Dataset entries:
::::

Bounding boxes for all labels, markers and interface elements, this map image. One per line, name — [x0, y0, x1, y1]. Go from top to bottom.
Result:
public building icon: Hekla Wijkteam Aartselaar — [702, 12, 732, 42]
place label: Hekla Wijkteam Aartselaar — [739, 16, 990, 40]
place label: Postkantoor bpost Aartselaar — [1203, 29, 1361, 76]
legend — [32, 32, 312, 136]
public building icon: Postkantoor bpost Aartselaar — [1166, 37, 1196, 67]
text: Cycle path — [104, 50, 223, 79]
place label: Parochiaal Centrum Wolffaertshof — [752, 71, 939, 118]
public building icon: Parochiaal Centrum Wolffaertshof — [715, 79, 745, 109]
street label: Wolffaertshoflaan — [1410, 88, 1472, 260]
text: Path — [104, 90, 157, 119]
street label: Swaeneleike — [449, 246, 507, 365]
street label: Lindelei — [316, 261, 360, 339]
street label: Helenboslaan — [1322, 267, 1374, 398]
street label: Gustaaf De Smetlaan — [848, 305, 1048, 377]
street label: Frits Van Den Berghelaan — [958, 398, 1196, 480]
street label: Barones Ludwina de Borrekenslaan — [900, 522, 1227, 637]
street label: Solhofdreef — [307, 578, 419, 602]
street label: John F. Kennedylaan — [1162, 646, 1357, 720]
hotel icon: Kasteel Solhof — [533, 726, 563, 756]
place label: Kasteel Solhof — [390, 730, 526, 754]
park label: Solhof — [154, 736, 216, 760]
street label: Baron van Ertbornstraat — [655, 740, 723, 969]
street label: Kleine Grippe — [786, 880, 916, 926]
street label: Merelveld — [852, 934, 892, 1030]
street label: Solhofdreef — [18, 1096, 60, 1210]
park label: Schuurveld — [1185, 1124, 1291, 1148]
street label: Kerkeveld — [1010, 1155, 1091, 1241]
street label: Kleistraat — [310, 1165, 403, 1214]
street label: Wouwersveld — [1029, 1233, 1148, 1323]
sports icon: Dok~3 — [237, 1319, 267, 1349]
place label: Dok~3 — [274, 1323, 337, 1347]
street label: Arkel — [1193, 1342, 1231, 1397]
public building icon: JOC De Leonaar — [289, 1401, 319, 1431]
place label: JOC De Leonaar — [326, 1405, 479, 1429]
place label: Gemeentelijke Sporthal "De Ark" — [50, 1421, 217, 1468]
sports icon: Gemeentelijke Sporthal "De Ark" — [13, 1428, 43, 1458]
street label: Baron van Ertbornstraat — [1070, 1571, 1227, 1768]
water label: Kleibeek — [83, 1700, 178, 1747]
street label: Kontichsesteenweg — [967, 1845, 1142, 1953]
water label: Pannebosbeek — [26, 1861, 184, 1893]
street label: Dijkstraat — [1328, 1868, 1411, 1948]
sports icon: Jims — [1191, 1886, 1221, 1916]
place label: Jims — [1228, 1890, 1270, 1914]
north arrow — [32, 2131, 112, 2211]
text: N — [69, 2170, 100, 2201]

::::

Try it:
Output each line of the entries exactly, so that nothing is lost.

Answer below:
Bounding boxes for all labels, markers and interface elements, this map image. One per line, name — [x0, y0, x1, y1]. Go from top to bottom.
Result:
public building icon: Hekla Wijkteam Aartselaar — [702, 12, 732, 42]
place label: Hekla Wijkteam Aartselaar — [739, 16, 990, 40]
place label: Postkantoor bpost Aartselaar — [1203, 29, 1361, 76]
legend — [32, 32, 312, 136]
public building icon: Postkantoor bpost Aartselaar — [1166, 37, 1196, 67]
text: Cycle path — [104, 50, 223, 79]
place label: Parochiaal Centrum Wolffaertshof — [752, 71, 939, 118]
public building icon: Parochiaal Centrum Wolffaertshof — [715, 79, 745, 109]
street label: Wolffaertshoflaan — [1410, 88, 1472, 260]
text: Path — [104, 90, 157, 119]
street label: Swaeneleike — [449, 246, 507, 365]
street label: Lindelei — [316, 261, 360, 339]
street label: Helenboslaan — [1322, 267, 1374, 398]
street label: Gustaaf De Smetlaan — [848, 305, 1048, 377]
street label: Frits Van Den Berghelaan — [958, 398, 1196, 480]
street label: Barones Ludwina de Borrekenslaan — [900, 522, 1227, 637]
street label: Solhofdreef — [307, 578, 419, 602]
street label: John F. Kennedylaan — [1162, 646, 1357, 720]
hotel icon: Kasteel Solhof — [533, 726, 563, 756]
place label: Kasteel Solhof — [390, 730, 526, 754]
park label: Solhof — [154, 736, 216, 760]
street label: Baron van Ertbornstraat — [655, 740, 723, 969]
street label: Kleine Grippe — [786, 880, 916, 926]
street label: Merelveld — [852, 934, 892, 1030]
street label: Solhofdreef — [18, 1096, 60, 1210]
park label: Schuurveld — [1185, 1124, 1291, 1148]
street label: Kerkeveld — [1010, 1155, 1091, 1241]
street label: Kleistraat — [310, 1165, 403, 1214]
street label: Wouwersveld — [1029, 1233, 1148, 1323]
sports icon: Dok~3 — [237, 1319, 267, 1349]
place label: Dok~3 — [274, 1323, 337, 1347]
street label: Arkel — [1193, 1342, 1231, 1397]
public building icon: JOC De Leonaar — [289, 1401, 319, 1431]
place label: JOC De Leonaar — [326, 1405, 479, 1429]
place label: Gemeentelijke Sporthal "De Ark" — [50, 1421, 217, 1468]
sports icon: Gemeentelijke Sporthal "De Ark" — [13, 1428, 43, 1458]
street label: Baron van Ertbornstraat — [1070, 1571, 1227, 1768]
water label: Kleibeek — [83, 1700, 178, 1747]
street label: Kontichsesteenweg — [967, 1845, 1142, 1953]
water label: Pannebosbeek — [26, 1861, 184, 1893]
street label: Dijkstraat — [1328, 1868, 1411, 1948]
sports icon: Jims — [1191, 1886, 1221, 1916]
place label: Jims — [1228, 1890, 1270, 1914]
north arrow — [32, 2131, 112, 2211]
text: N — [69, 2170, 100, 2201]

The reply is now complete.